REQUIRED WORK: Only the lines from the first line of the data through the line containing "flex:none; width:22px; height:22px;" belong in the answer, transcribed exactly; pictures do not.

--- PROVIDED RECORDS ---

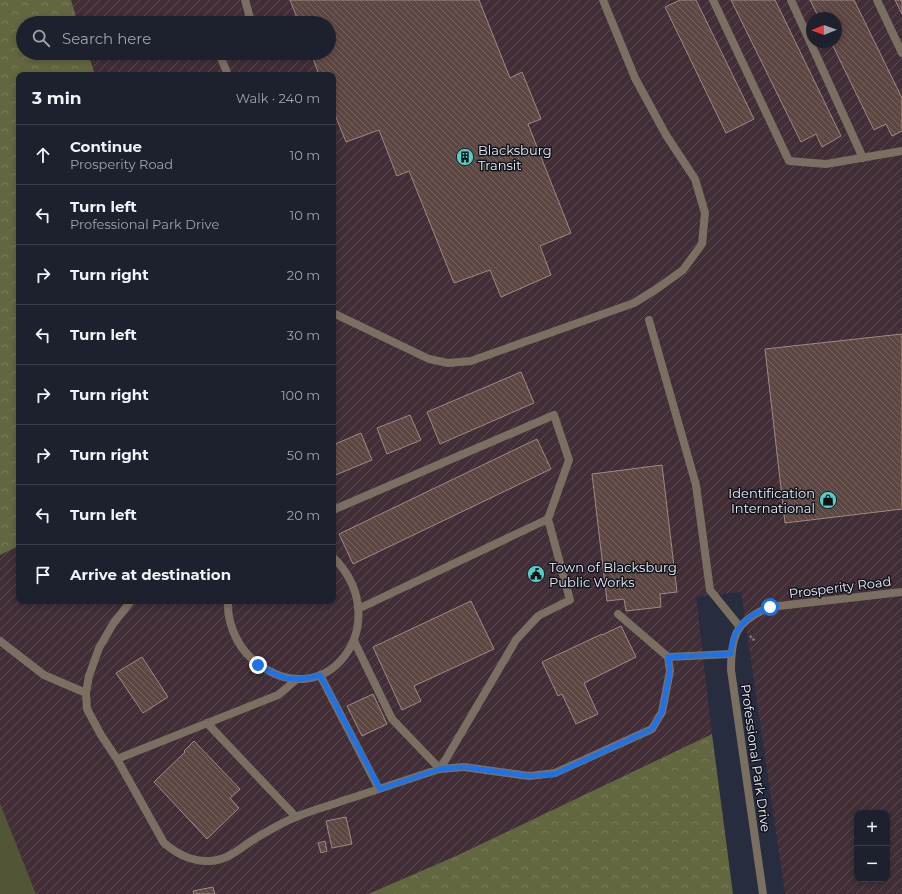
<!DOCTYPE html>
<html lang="en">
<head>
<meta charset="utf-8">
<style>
	body { margin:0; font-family:Montserrat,sans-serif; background:#252936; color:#f1f3f6 }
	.controls { position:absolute; right:12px; bottom:12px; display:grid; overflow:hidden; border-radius:8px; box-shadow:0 2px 6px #0003 }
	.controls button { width:36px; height:36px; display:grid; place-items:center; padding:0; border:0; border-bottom:1px solid #3b3e4a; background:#1d212e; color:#f1f3f6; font:20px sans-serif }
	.compass { position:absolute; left:806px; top:12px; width:36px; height:36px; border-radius:50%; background:#1d212e; box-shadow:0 2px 6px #0003; rotate:269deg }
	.stop { position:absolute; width:12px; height:12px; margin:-9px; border:3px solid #1a73e8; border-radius:50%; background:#fff }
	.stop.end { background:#1a73e8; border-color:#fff; box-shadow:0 1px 4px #0008 }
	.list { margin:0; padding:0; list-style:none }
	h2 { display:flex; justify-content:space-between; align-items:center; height:52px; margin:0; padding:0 16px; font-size:17px }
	h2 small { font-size:13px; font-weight:400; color:#a0a3aa }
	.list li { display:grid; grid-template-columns:26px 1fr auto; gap:12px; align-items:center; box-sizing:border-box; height:60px; padding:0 16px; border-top:1px solid #3b3e4a }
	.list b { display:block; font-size:15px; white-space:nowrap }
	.list p { margin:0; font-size:13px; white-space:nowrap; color:#a0a3aa }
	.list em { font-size:13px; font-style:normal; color:#a0a3aa }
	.icon { flex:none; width:22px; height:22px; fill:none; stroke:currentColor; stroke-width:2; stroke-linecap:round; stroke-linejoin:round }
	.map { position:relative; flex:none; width:902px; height:894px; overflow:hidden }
	.search { position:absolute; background:#1d212e; box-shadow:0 2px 6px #0003; left:16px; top:16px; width:320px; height:44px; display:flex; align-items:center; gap:10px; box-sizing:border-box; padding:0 14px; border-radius:22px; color:#a0a3aa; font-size:15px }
	.panel { position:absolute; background:#1d212e; box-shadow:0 2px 6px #0003; left:16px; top:72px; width:320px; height:532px; border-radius:8px }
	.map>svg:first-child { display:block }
	.industrial { fill:url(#industrial-furrows); fill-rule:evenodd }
	.grass { fill:#525636 }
	.forest { fill:url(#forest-crowns) }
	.building { fill:url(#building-back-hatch); stroke:#a28883 }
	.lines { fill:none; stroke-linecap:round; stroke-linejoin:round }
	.path { stroke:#7e8292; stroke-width:2.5; stroke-dasharray:2 2; stroke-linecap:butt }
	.lane { stroke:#7b6f62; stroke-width:8 }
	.street { stroke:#7b6f62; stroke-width:8 }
	.route { stroke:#1a73e8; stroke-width:5 }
	.labels { text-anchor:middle; stroke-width:3; stroke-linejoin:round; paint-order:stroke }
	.poi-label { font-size:13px; fill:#e9edf9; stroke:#13151d; text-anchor:start }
	.street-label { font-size:13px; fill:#e9edf9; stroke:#13151d }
</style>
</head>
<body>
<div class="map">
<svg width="902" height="894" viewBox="0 0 902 894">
	<defs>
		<pattern id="industrial-furrows" width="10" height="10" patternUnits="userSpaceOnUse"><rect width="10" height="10" fill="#412e37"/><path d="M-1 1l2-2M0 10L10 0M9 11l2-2" fill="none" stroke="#5c4d55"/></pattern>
		<pattern id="forest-crowns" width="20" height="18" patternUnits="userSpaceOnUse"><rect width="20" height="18" fill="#626740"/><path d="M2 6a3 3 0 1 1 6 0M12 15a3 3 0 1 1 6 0" fill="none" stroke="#787d5c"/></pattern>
		<pattern id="building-back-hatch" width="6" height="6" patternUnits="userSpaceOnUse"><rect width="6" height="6" fill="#5e4743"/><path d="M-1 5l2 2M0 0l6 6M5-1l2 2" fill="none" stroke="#75625f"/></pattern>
	</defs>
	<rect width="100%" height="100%" fill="#272c3e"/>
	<path class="industrial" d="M71,0h831v894h-117l-44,-302 -45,5 16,137 -256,122 -88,38h-332l-36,-91v-248l19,-9v55h314v-526h-238l-7,-22h241v-30h-251zM812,18h24v24h-24zM857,813h30v66h-30z"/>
	<path class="grass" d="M0,803l36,91h-36z"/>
	<path class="forest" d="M0,0h71l7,23h-55v30h65l7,22h-76v471l-19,9z
		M712,734l21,160h-365l88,-38z"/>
	<path class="building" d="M290,0h189l31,78 12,-6 19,47 -13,5 43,109 -31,13 11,29 -50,22 -11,-27 -36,13 -45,-112 -12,5 -18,-46 -33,12 -13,-32v-35h-14l-8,-22h18v-30h-30z
		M680,0h16l58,119 -28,14 -61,-126z
		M731,0h44l66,136 -19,11 -6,-13 -15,8z
		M810,0h44l48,98v33l-10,5 -6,-12 -12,6 -43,-88h5v-24h-17z
		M895,0h7v14z
		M902,334v175l-117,14 -20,-174z
		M521,372l13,31 -94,41 -13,-32z
		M410,415l11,25 -34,14 -10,-26z
		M361,433l11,27 -39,16v-31z
		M537,439l14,30 -198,95 -14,-30z
		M662,465l15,127 -17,2 1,13 -35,4 -2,-12 -17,2 -15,-127z
		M471,601l23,48 -80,37 7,15 -19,9 -29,-63z
		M621,626l15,31 -52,26 14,31 -22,10 -14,-30 -4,2 -16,-34 60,-28v1z
		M142,657l26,40 -25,16 -27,-40z
		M373,694l14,30 -25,12 -15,-30z
		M194,741l46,48 -10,9 9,10 -32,31 -53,-57 31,-30 -1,-1z
		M346,817l6,27 -20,4 -6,-27z
		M325,841l2,10 -6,2 -3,-10z
		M213,887l2,7h-21l-1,-3z"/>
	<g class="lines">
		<path class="path" d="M750,636l5,5"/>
		<path class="lane" d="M713,0l76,161 37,3 76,-13
			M791,0l72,158
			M877,0l25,53
			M236,23l14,-5 -5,-18
			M219,53l9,22
			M333,313l96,46 19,4 23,-2 163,-58 24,-15 25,-18 19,-26 3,-31 -10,-34 -29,-44 -31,-57 -32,-78
			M649,320l47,165 14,105 30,37
			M333,510l221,-95 15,45 -21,59 22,81 -32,16 -22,24 -76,129 -48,-50 -38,-78
			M131,601l-18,23 -14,24 -10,28 -3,17 1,16 14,26 16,24 47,84c14,12 28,19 46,18 19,-1 31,-14 46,-23 12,-7 27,-16 40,-21 16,-7 33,-11 49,-17 32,-10 63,-21 95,-31l24,-2 65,9 26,-3 97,-44 10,-17 8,-41 -2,-14 -50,-43
			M228,601c-1,21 8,43 23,57 73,65 148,-35 82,-101
			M358,609l190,-90
			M0,641l44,34 42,18
			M668,657l63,-3
			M320,675l59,114
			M207,723l89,94
			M117,759l161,-64 18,-15"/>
		<path class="street" d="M763,894l-32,-224c0,-35 5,-49 39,-63l132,-15"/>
	</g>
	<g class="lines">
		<path class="route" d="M258,665c23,14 35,18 62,10l60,114 60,-20 24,-2 65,9 26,-2 97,-45 10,-17 8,-41 -2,-14 63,-3c0,-4 1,-9 2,-13 5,-19 20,-27 37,-34"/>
	</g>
	<defs>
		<symbol id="building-disc" viewBox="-11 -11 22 22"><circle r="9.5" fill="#55cec5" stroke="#13151d"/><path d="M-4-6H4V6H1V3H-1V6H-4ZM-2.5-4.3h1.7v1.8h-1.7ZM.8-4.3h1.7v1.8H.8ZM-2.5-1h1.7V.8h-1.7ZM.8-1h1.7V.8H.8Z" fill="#111"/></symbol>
		<symbol id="shop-disc" viewBox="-11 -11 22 22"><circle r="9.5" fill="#55cec5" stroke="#13151d"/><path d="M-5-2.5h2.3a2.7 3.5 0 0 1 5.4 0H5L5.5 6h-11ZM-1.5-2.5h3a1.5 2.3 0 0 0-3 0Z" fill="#111"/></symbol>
		<symbol id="civic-disc" viewBox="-11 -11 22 22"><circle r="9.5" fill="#55cec5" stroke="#13151d"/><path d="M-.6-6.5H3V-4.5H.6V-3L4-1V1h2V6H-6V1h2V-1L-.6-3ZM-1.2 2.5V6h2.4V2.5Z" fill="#111"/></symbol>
	</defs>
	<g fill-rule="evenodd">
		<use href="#building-disc" x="455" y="147" width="20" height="20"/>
		<use href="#shop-disc" x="818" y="490" width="20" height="20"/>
		<use href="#civic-disc" x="526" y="564" width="20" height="20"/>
	</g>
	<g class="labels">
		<g class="poi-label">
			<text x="478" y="155">Blacksburg<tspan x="478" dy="15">Transit</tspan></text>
			<text x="815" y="498" text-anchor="end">Identification<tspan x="815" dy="15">International</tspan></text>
			<text x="549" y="572">Town of Blacksburg<tspan x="549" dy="15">Public Works</tspan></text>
		</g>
		<g class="street-label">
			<text transform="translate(840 587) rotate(-7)" y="5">Prosperity Road</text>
			<text transform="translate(756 758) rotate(82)" y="5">Professional Park Drive</text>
		</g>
	</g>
</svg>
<div class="controls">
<button>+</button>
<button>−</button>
</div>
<svg class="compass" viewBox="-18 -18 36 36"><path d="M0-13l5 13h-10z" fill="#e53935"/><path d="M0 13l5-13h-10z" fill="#a0a3aa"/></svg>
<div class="stop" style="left:770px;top:607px"></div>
<div class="stop end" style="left:258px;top:665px"></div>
<div class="search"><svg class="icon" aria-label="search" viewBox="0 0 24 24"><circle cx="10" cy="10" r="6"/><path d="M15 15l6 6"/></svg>Search here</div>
<section class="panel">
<h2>3 min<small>Walk · 240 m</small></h2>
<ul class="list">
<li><svg class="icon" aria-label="ahead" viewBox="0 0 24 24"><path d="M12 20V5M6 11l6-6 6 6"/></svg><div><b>Continue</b><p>Prosperity Road</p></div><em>10 m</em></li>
<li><svg class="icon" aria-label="left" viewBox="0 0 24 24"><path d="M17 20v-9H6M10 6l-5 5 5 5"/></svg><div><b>Turn left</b><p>Professional Park Drive</p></div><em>10 m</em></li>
<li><svg class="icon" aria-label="right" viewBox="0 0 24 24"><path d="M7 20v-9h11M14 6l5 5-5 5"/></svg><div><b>Turn right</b></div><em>20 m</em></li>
<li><svg class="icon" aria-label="left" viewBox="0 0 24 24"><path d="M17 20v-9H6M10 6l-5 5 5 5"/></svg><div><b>Turn left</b></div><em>30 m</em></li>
<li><svg class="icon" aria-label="right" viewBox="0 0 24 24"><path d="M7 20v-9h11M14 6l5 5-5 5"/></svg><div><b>Turn right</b></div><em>100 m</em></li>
<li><svg class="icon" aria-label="right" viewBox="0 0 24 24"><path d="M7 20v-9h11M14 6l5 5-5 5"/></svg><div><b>Turn right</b></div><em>50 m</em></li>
<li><svg class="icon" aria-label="left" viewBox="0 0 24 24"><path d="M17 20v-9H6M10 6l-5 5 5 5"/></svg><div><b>Turn left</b></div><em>20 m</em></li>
<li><svg class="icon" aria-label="arrive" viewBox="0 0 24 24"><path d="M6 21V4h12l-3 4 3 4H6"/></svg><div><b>Arrive at destination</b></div></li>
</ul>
</section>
</div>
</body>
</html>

---

ANSWER SECTION:
<!DOCTYPE html>
<html lang="en">
<head>
<meta charset="utf-8">
<style>
	body { margin:0; font-family:Montserrat,sans-serif; background:#252936; color:#f1f3f6 }
	.controls { position:absolute; right:12px; bottom:12px; display:grid; overflow:hidden; border-radius:8px; box-shadow:0 2px 6px #0003 }
	.controls button { width:36px; height:36px; display:grid; place-items:center; padding:0; border:0; border-bottom:1px solid #3b3e4a; background:#1d212e; color:#f1f3f6; font:20px sans-serif }
	.compass { position:absolute; left:806px; top:12px; width:36px; height:36px; border-radius:50%; background:#1d212e; box-shadow:0 2px 6px #0003; rotate:269deg }
	.stop { position:absolute; width:12px; height:12px; margin:-9px; border:3px solid #1a73e8; border-radius:50%; background:#fff }
	.stop.end { background:#1a73e8; border-color:#fff; box-shadow:0 1px 4px #0008 }
	.list { margin:0; padding:0; list-style:none }
	h2 { display:flex; justify-content:space-between; align-items:center; height:52px; margin:0; padding:0 16px; font-size:17px }
	h2 small { font-size:13px; font-weight:400; color:#a0a3aa }
	.list li { display:grid; grid-template-columns:26px 1fr auto; gap:12px; align-items:center; box-sizing:border-box; height:60px; padding:0 16px; border-top:1px solid #3b3e4a }
	.list b { display:block; font-size:15px; white-space:nowrap }
	.list p { margin:0; font-size:13px; white-space:nowrap; color:#a0a3aa }
	.list em { font-size:13px; font-style:normal; color:#a0a3aa }
	.icon { flex:none; width:22px; height:22px; fill:none; stroke:currentColor; stroke-width:2; stroke-linecap:round; stroke-linejoin:round }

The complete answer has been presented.